[To do]:
Count the lines in the records below that contain the word "buttons", and give that figure alone.

*** Entries shown ***

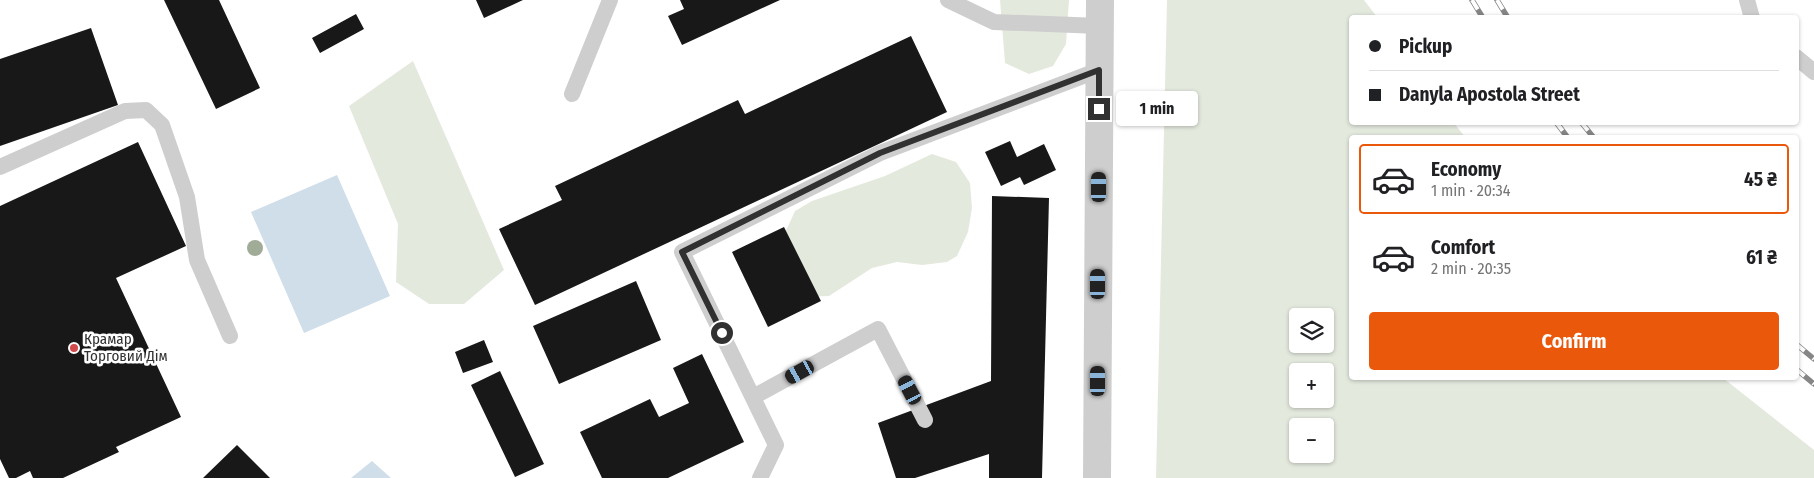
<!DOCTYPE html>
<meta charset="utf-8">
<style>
body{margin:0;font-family:"Fira Sans Condensed",sans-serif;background:#f6f6f6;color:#202124;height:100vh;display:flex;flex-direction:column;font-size:19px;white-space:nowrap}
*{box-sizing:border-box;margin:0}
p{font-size:16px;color:#757577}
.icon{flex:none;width:28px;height:28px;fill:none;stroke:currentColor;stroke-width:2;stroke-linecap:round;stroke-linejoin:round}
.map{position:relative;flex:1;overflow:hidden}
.panel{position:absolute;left:1349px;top:135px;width:450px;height:245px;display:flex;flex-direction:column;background:#fff;border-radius:5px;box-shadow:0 1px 4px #0004}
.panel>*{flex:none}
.banner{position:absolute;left:1349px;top:15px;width:450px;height:110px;border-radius:5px;box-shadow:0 1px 4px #0004;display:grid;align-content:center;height:110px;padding:0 20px;background:#fff}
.buttons{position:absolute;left:1289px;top:308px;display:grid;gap:10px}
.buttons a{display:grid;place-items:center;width:45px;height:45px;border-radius:5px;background:#fff;box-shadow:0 1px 4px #0004;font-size:25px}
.end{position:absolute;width:22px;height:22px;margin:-11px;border:6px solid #313131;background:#fff;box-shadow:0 0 0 2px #fff}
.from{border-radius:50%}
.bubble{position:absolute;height:35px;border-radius:5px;background:#fff;box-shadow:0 1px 4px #0004;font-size:16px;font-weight:700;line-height:35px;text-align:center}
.car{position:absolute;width:15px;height:30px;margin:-15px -8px;border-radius:6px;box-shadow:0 0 4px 1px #0007;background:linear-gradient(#222 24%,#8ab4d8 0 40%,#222 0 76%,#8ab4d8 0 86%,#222 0)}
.banner b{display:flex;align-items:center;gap:18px;height:48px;font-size:19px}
.banner b+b{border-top:1px solid #e0e0e0}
.banner i{width:12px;height:12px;background:#202124}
ul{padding:9px 0 0;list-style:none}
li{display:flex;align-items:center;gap:15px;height:70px;margin:0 10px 8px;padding:0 10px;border:2px solid transparent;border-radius:5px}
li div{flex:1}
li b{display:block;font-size:19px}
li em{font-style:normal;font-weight:700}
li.active{border-color:#ea580c}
li>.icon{width:45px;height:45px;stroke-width:1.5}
.action{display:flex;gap:10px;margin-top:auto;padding:10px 20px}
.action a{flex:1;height:58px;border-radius:5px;background:#ea580c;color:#fff;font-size:20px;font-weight:700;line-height:58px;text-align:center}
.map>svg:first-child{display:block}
</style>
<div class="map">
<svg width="1814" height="478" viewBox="0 0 1814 478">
<rect width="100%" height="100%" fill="#fff"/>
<path fill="#e4e9de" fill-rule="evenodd" d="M1000,0h69l-3,44 -13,22 -24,8 -24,-11z
M1167,0h197l13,17 -26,1v104l103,1 11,14 -114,1v240h372l91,72v28h-658zM1325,316v28h-27v-28zM1298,371h27v28h-27zM1298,426h27v28h-27z
M413,61l91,209 -40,34h-35l-33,-22 2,-58 -49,-118z
M932,154l24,8 14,21 2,25 -4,24 -11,24 -10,6 -25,3 -25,-3 -25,6 -43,28 -26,1 -19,-62 11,-24 17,-10 73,-25z"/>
<path fill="#d0dee9" d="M337,175l53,121 -86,37 -53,-121z
M372,461l19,17h-40z"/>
<path fill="#181818" d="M164,0h55l41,88 -44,21z
M476,0h47l-39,18z
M680,0h100l-98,45 -14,-29 16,-7z
M356,14l8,15 -44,24 -8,-15z
M91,28l27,77 -118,41v-87z
M911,36l36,76 -412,193 -36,-76 63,-29 -7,-14 183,-86 7,14z
M1010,141l7,16 27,-13 12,26 -32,15 -4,-8 -19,9 -16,-34z
M138,142l48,104 -70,32 65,139 -65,30 3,5 -56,26h-30l-3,-7 -14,7h-7l-9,-19v-253z
M992,196l57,2 -7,280h-53v-24l-74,24h-19l-18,-55 113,-42z
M784,227l37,74 -53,26 -36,-75z
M636,281l25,59 -102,44 -26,-58z
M484,340l9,22 -30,11 -8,-21z
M702,354l42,88 -76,36h-66l-22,-46 70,-33 9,18 30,-14 -16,-35z
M500,371l44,93 -29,13 -44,-92z
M237,445l33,33h-67z"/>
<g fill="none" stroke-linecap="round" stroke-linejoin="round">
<path stroke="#cecece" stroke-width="16" d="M948,0l46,22 106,4
M1747,0l5,18
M1796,57l18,15
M572,94l38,-94
M0,167l125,-56 21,-1 16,15 25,72 10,63 33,76
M753,397l125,-68 47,91
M760,478l16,-33 -94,-193 198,-99 219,-83"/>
<path stroke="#cecece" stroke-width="28" d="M1097,478l3,-478"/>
<defs>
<path id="rail" d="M1472,0l11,18
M1497,0l11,18
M1556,122l12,16
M1581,122l13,16
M1796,344l18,15
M1796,369l18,15"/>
</defs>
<use href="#rail" stroke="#868686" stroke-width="5.5"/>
<use href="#rail" stroke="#fff" stroke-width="4" stroke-dasharray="11" stroke-linecap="butt"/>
</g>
<circle fill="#a0ac98" cx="255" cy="248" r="8"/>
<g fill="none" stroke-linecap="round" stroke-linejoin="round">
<path stroke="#313131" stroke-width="6" d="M722,333l-40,-81 198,-99 219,-83v39"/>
</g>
<circle fill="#d24a4c" stroke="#fff" stroke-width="2" cx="74" cy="348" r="5"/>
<g text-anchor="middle" stroke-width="5" stroke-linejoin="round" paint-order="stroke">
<g font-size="15" fill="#313131" stroke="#fff" text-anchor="start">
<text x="84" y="344">Крамар<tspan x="84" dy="17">Торговий Дім</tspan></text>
</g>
</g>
</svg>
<div class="buttons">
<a><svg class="icon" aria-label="layers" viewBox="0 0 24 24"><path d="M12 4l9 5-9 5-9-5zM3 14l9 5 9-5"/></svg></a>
<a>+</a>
<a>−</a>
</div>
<i class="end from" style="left:722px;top:333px"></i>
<i class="end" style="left:1099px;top:109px"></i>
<div class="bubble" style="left:1116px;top:91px;width:82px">1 min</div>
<i class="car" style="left:1099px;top:187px;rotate:0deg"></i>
<i class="car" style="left:1098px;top:284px;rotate:0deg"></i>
<i class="car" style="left:800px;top:372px;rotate:241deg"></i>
<i class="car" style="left:1098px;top:381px;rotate:0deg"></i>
<i class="car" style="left:910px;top:390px;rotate:332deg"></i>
<div class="banner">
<b><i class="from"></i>Pickup</b>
<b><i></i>Danyla Apostola Street</b>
</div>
<section class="panel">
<ul>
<li class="active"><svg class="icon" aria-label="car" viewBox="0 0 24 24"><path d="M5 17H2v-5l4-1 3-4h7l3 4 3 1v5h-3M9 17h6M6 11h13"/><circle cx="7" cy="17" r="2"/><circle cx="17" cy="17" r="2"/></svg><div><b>Economy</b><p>1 min · 20:34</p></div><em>45 ₴</em></li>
<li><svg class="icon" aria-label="car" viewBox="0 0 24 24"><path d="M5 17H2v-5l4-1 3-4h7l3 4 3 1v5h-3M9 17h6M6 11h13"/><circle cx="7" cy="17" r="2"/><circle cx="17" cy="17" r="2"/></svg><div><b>Comfort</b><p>2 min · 20:35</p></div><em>61 ₴</em></li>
</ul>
<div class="action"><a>Confirm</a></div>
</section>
</div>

***

[Answer box]:
3